F.S. - Mi sono affezionato a
tutte le canzoni del disco, mi commuove l’intervento di Giovanna Marini in Da
un cielo umano.
In questo
intenso lavoro discografico hanno preso parte ben dodici ospiti, come sono
stati scelti? Qualcuno più di altri ti ha colpito in particolar modo?
M.G. - Tutti
(o quasi) avevano conosciuto Michele L. Straniero. Due sono miei amici cari:
Gualtiero Bertelli e Moni Ovadia, con i quali collaboro stabilmente. Entrambi
in qualche modo sono stati scoperti da Straniero. Gualtiero mi ha raccontato
che, quando Straniero lo sentì cantare la prima volta, chiamò Nanni Ricordi e
disse: “Ho incontrato un uomo che quando canta urla come un pazzo e suona la
fisarmonica come una clava”. Gualtiero la ritiene ancora la miglior definizione
della sua arte.
F.S. - Approfitto per
ringraziarli tutti per la partecipazione entusiasta. Ho detto di Giovanna
Marini e ho da sempre un debole per Moni Ovadia.
Credo che
insieme abbiate fatto un lavoro di recupero straordinario, un’opera come questa
a quale pubblico è destinata?
M.G. - “Un
disco per tutti e per nessuno”, parafrasando il sottotitolo di un libro
fortunato... Penso che sia la riscoperta importante di una fonte maggiore della
canzone d’autore in lingua italiana.

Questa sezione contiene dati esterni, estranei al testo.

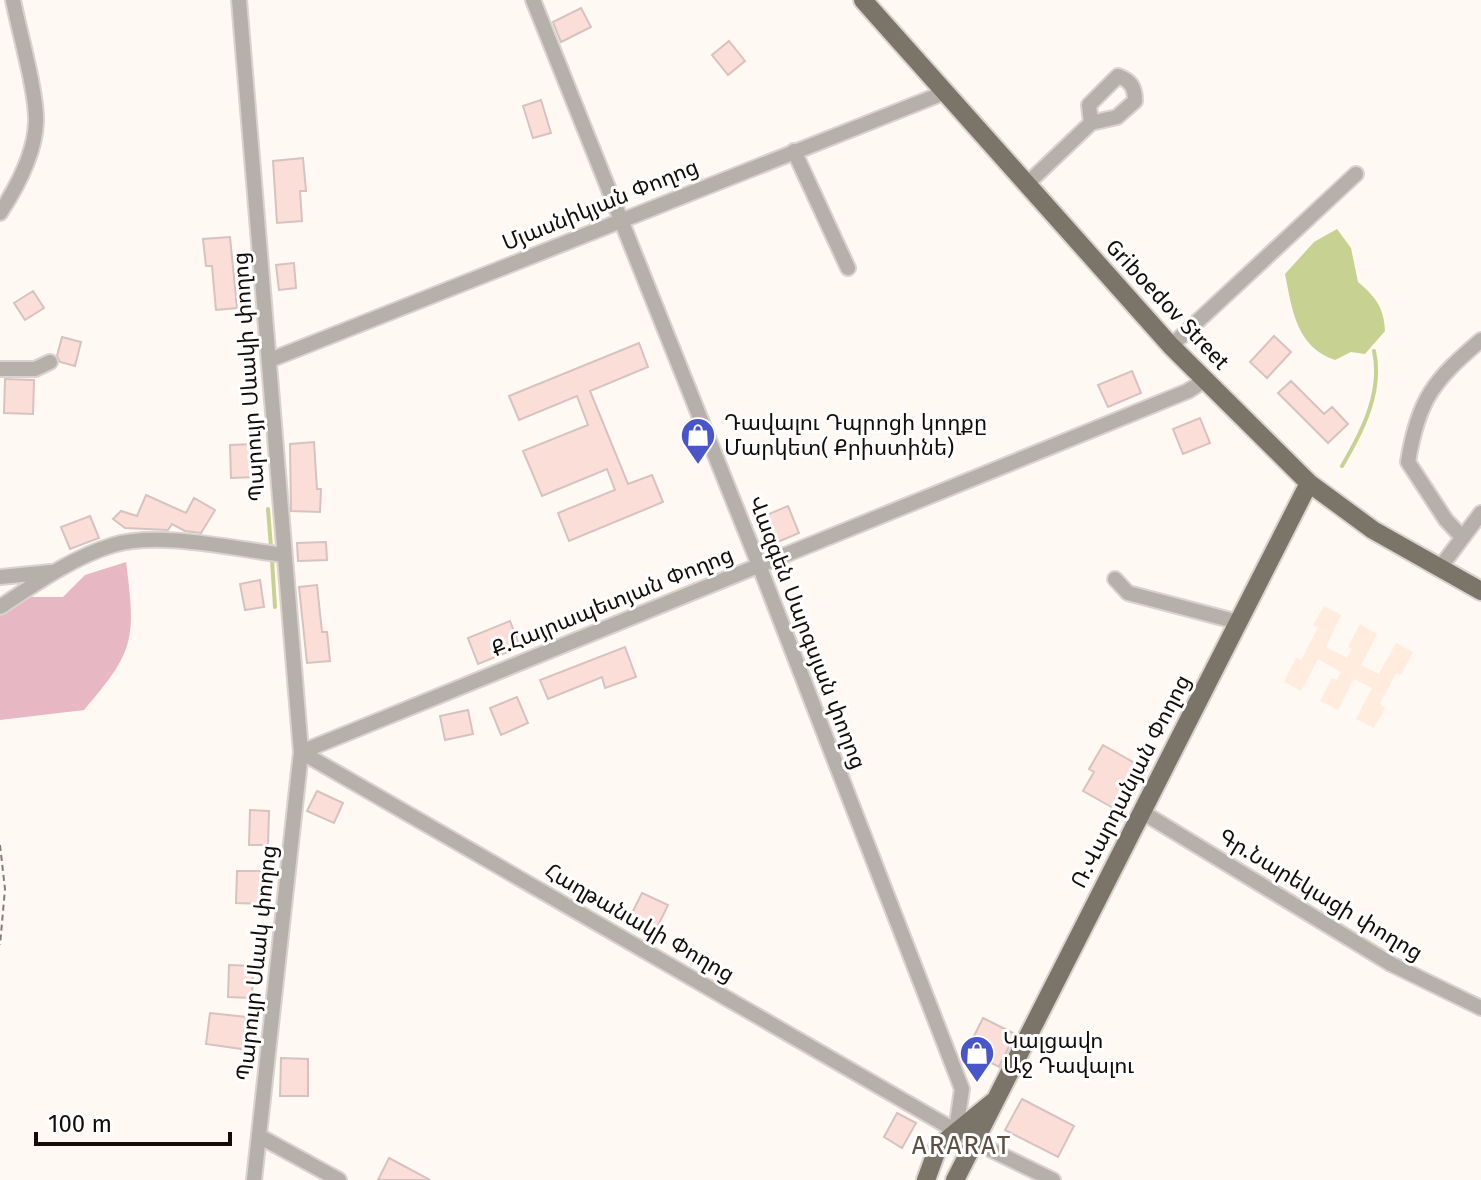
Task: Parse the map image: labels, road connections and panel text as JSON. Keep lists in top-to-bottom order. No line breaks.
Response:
{"streets":{"main road":["Griboedov Street","Ռ.Վարդանյան Փողոց"],"street":["Մյասնիկյան Փողոց","Պարույր Սևակի փողոց","Ք.Հայրապետյան Փողոց","Վազգեն Սարգսյան փողոց","Գր.Նարեկացի փողոց","Հաղթանակի Փողոց","Պարույր Սևակ փողոց"]},"crossings":[["Մյասնիկյան Փողոց","Griboedov Street"],["Մյասնիկյան Փողոց","Պարույր Սևակի փողոց"],["Մյասնիկյան Փողոց","Վազգեն Սարգսյան փողոց"],["Griboedov Street","Ք.Հայրապետյան Փողոց"],["Griboedov Street","Ռ.Վարդանյան Փողոց"],["Պարույր Սևակի փողոց","Ք.Հայրապետյան Փողոց"],["Պարույր Սևակի փողոց","Հաղթանակի Փողոց"],["Պարույր Սևակի փողոց","Պարույր Սևակ փողոց"],["Ք.Հայրապետյան Փողոց","Վազգեն Սարգսյան փողոց"],["Ք.Հայրապետյան Փողոց","Հաղթանակի Փողոց"],["Ք.Հայրապետյան Փողոց","Պարույր Սևակ փողոց"],["Վազգեն Սարգսյան փողոց","Հաղթանակի Փողոց"],["Ռ.Վարդանյան Փողոց","Գր.Նարեկացի փողոց"],["Հաղթանակի Փողոց","Պարույր Սևակ փողոց"]],"districts":["ARARAT"],"places":{"shop":["Դավալու Դպրոցի կողքը Մարկետ( Քրիստինե)","Կալցավո Աջ Դավալու"]},"scale_bar":"100 m"}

Sono davvero fiero di aver fatto questo
disco con Federico e Giovanni!
F.S. I tempi ci dicono che
parrebbe destinata a un pubblico di nicchia e non più giovane ma, secondo me,
se le nuove generazioni ascoltassero queste parole ci si ritroverebbero
profondamente.
Michele Gazich e Federico Sirianni |
Non
ritieni che il frutto di un’operazione culturale di questo genere potrebbe
essere portata nelle scuole? Come sarebbe accolta dai giovani secondo te?
M.G. - Sarebbe
certamente accolta bene. Avverrà. Stimo i giovani. Quelli che temo sono i
vecchi.
F.S. - Sarebbe molto bello
portare Michele Straniero nelle scuole e, come detto prima, credo sarebbe
apprezzato davvero.
A
conclusione di un lavoro così complesso, cosa ti ha lasciato Michele Luciano
Straniero?
M.G. - Il
sogno di un’Italia libera.
F.S. - La voglia di rimettermi
a scrivere dopo un lungo periodo di inattività creativa.